Your job is to report every line of the entries that has "buttons".

Dataset entries:
[Start of section]
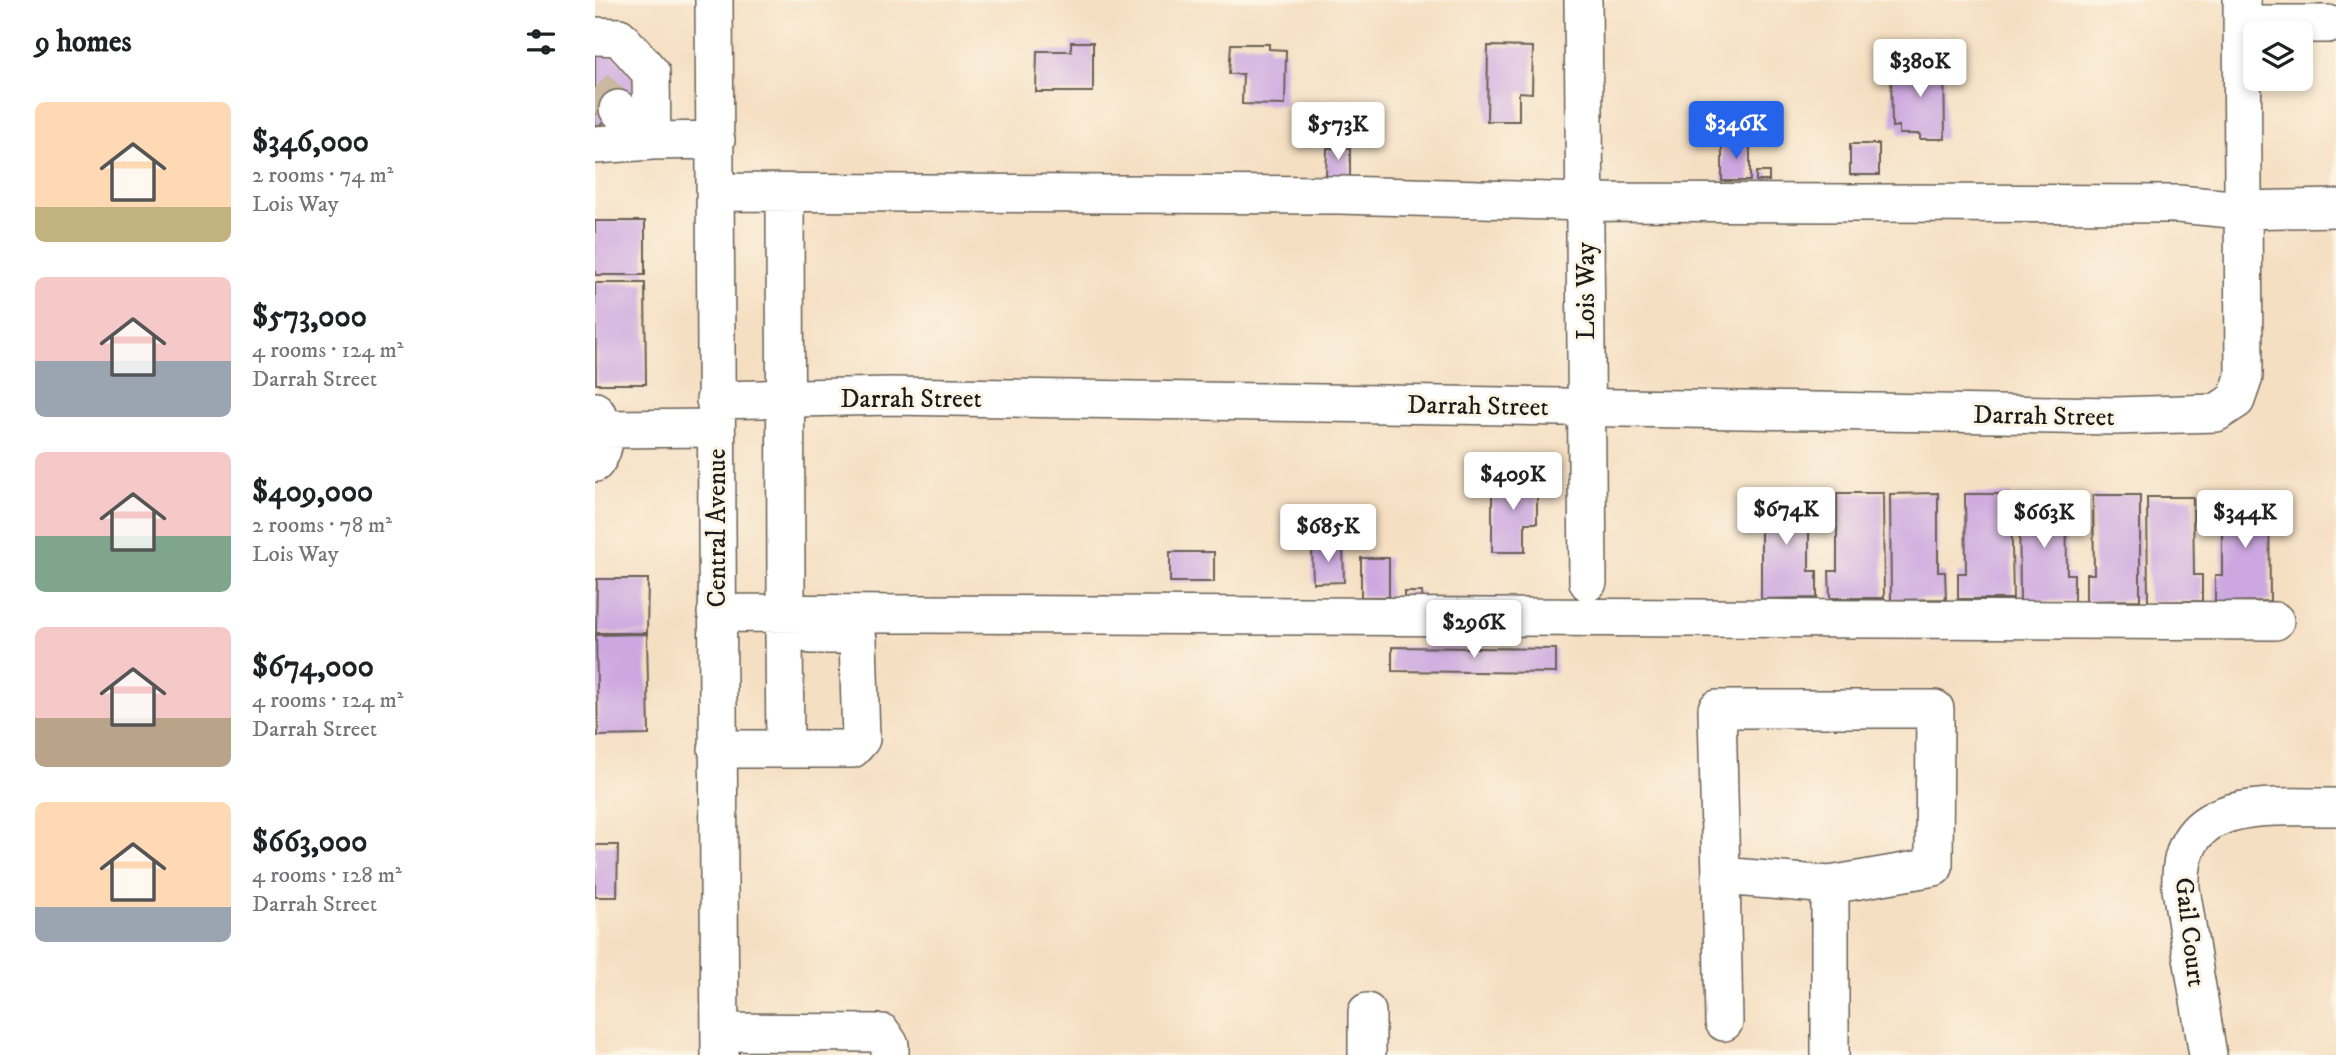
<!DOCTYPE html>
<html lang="en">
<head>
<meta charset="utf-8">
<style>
  :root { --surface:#fff; --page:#f6f6f6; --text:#202124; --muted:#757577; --accent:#2563eb }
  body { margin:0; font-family:"IM FELL DW Pica",serif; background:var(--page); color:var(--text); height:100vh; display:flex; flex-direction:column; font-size:26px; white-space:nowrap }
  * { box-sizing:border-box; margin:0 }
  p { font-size:23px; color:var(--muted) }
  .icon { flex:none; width:38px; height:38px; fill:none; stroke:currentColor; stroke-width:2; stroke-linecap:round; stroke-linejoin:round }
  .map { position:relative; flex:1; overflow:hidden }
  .sheet { display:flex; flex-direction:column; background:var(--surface); width:595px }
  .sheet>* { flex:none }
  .buttons { position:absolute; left:1648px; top:21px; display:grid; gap:14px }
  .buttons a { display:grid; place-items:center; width:70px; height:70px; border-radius:10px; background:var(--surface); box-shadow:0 4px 10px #0003; font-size:35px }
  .price { position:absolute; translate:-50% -60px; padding:0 16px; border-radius:7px; background:#fff; color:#222; font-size:23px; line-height:46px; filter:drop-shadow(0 2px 4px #0008) }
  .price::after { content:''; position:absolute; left:50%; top:42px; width:21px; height:16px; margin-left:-10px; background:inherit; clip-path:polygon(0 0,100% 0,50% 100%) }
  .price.on { background:var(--accent); color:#fff }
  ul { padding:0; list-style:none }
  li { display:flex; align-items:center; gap:21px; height:175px; padding:0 35px }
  li span { display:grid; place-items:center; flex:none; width:196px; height:140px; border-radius:10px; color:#555 }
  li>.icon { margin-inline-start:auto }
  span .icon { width:84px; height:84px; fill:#fffc; stroke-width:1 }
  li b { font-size:30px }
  h2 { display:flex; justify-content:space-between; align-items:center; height:84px; padding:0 35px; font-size:30px }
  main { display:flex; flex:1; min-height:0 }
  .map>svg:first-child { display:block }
  .building { fill:#cda8e0 }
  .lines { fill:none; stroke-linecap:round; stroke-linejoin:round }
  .minor-tunnel { stroke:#cab8a1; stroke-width:37; stroke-dasharray:37 18; stroke-linecap:butt }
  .minor-casing { stroke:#686056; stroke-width:40 }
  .minor { stroke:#fff; stroke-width:37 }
  .labels { text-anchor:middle; stroke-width:6; stroke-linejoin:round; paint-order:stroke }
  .street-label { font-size:26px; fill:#1c1c1c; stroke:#fcf5e5 }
</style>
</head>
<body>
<main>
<section class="sheet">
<h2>9 homes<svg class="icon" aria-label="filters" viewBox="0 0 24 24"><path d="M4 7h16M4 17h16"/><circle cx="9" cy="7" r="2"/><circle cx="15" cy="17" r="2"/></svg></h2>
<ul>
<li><span style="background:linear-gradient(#ffd9b3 75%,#c2b280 0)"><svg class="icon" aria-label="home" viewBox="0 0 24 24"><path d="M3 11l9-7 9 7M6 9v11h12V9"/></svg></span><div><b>$346,000</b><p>2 rooms · 74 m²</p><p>Lois Way</p></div></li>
<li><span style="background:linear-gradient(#f6c9c9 60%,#9aa5b1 0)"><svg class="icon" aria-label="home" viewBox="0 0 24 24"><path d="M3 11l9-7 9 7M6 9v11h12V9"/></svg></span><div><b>$573,000</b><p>4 rooms · 124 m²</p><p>Darrah Street</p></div></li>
<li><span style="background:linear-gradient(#f6c9c9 60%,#7fa58c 0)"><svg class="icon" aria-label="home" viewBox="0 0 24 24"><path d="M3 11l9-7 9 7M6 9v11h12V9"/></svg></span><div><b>$409,000</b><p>2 rooms · 78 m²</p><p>Lois Way</p></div></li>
<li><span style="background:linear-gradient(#f6c9c9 65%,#b9a48a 0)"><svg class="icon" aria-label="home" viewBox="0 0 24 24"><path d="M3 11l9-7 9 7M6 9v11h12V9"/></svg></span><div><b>$674,000</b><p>4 rooms · 124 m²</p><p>Darrah Street</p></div></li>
<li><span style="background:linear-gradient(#ffd9b3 75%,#9aa5b1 0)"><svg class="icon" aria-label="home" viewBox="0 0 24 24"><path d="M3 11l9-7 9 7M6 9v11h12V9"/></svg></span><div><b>$663,000</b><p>4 rooms · 128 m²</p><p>Darrah Street</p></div></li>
</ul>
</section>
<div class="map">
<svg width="1741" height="1055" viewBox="0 0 1741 1055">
  <rect width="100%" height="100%" fill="#fcf5e5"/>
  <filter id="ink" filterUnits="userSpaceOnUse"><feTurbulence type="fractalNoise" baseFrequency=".0143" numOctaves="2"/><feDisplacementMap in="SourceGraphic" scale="14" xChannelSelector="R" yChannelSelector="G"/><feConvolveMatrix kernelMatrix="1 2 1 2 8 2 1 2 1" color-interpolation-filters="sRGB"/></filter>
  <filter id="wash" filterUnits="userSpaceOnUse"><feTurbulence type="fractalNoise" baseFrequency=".00686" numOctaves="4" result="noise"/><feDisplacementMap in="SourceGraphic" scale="28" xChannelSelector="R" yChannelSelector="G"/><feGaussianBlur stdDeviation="1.57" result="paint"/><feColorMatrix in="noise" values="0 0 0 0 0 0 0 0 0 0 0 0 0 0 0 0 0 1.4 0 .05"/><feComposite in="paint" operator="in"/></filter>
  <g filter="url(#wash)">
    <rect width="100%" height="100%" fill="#f5dfc2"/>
    <g id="blocks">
      <!-- building -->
      <path class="building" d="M3 38 47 86 0 130V41Z
        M476 42H498V92H441L442 51H476Z
        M636 44H674V49L691 50 690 105 647 104 648 74H634Z
        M893 46 938 47 937 93 924 92V121H892Z
        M1316 59H1349L1350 139H1325V134H1304V126L1297 127 1296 69H1316Z
        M1127 141H1155V181H1127Z
        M1255 144H1284V175H1255Z
        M732 148H755V177L731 176Z
        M1161 172H1174V181H1161Z
        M0 221H50V275H0Z
        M0 283H50L51 384H1Z
        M897 478H942V523H930V552H897Z
        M1214 491V571H1222V598L1166 599V492Z
        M1242 493H1288L1289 598H1235L1234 571H1242Z
        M1343 493V572H1350L1351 599 1296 600 1295 494Z
        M1370 494H1416L1418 599H1363V573H1371Z
        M1471 495 1472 574H1479V601H1425L1424 496Z
        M1498 495H1545V600L1491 601V574H1499Z
        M1627 496H1674L1675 601 1620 602V575H1627Z
        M1552 497H1598L1599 575H1607V601L1553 602Z
        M748 546 749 582 718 583 717 547Z
        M575 552H619V582H575Z
        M766 558H794V597H766Z
        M2 579H53L52 633H1Z
        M809 592H827L828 606 809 607Z
        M52 634 54 735 3 736 1 635Z
        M797 647 961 649V673L797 671Z
        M0 845H23L22 897H0Z"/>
    </g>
  </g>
  <g filter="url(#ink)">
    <use href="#blocks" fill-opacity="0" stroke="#686056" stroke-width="2"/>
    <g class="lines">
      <!-- minor-tunnel -->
      <path class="minor-tunnel" d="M0 88 23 109"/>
      <defs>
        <path id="minor" d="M119 0 125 1055
          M988 0 993 582
          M1648 24H1733
          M0 36 24 37 56 73 57 141 0 145
          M23 109 57 141 121 140
          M121 192 745 195 989 202 1583 204 1647 210 1741 208
          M190 193 191 594
          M120 400 296 396 1520 416 1621 413 1641 400 1649 377 1647 0
          M0 411C12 426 12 448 0 463
          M9 429 120 428
          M121 613 1680 621
          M189 635 190 749
          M122 749H257L266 739 263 639 255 635H216
          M1126 876 1122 709H1340L1339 867 1235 885
          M772 1012V1055
          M1129 1022 1126 876 1235 885V1055
          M125 1032 287 1033 295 1045V1055
          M1613 1055 1586 889C1581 793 1676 808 1741 807"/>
      </defs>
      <!-- minor casing -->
      <use href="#minor" class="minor-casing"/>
      <!-- minor -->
      <use href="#minor" class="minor"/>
    </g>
  </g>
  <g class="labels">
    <!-- street labels -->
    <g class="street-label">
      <text transform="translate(990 291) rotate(-90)" y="9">Lois Way</text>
      <text x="316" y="407">Darrah Street</text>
      <text transform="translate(883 405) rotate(1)" y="9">Darrah Street</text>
      <text transform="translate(1449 415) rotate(1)" y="9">Darrah Street</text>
      <text transform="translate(121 528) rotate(-90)" y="9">Central Avenue</text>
      <text transform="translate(1596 932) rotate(83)" y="9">Gail Court</text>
    </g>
  </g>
</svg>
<div class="buttons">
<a><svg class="icon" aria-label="layers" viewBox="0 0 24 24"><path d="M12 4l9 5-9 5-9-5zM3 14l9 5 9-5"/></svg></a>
</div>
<b class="price" style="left:1325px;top:99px">$380K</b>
<b class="price on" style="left:1141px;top:161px">$346K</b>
<b class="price" style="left:743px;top:162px">$573K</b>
<b class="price" style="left:918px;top:512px">$409K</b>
<b class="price" style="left:1191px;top:547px">$674K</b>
<b class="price" style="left:1449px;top:550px">$663K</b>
<b class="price" style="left:1650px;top:550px">$344K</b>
<b class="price" style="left:733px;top:564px">$685K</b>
<b class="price" style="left:879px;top:660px">$296K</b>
</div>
</main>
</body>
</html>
[End of section]
▶ [RESPONSE]
  .buttons { position:absolute; left:1648px; top:21px; display:grid; gap:14px }
  .buttons a { display:grid; place-items:center; width:70px; height:70px; border-radius:10px; background:var(--surface); box-shadow:0 4px 10px #0003; font-size:35px }
<div class="buttons">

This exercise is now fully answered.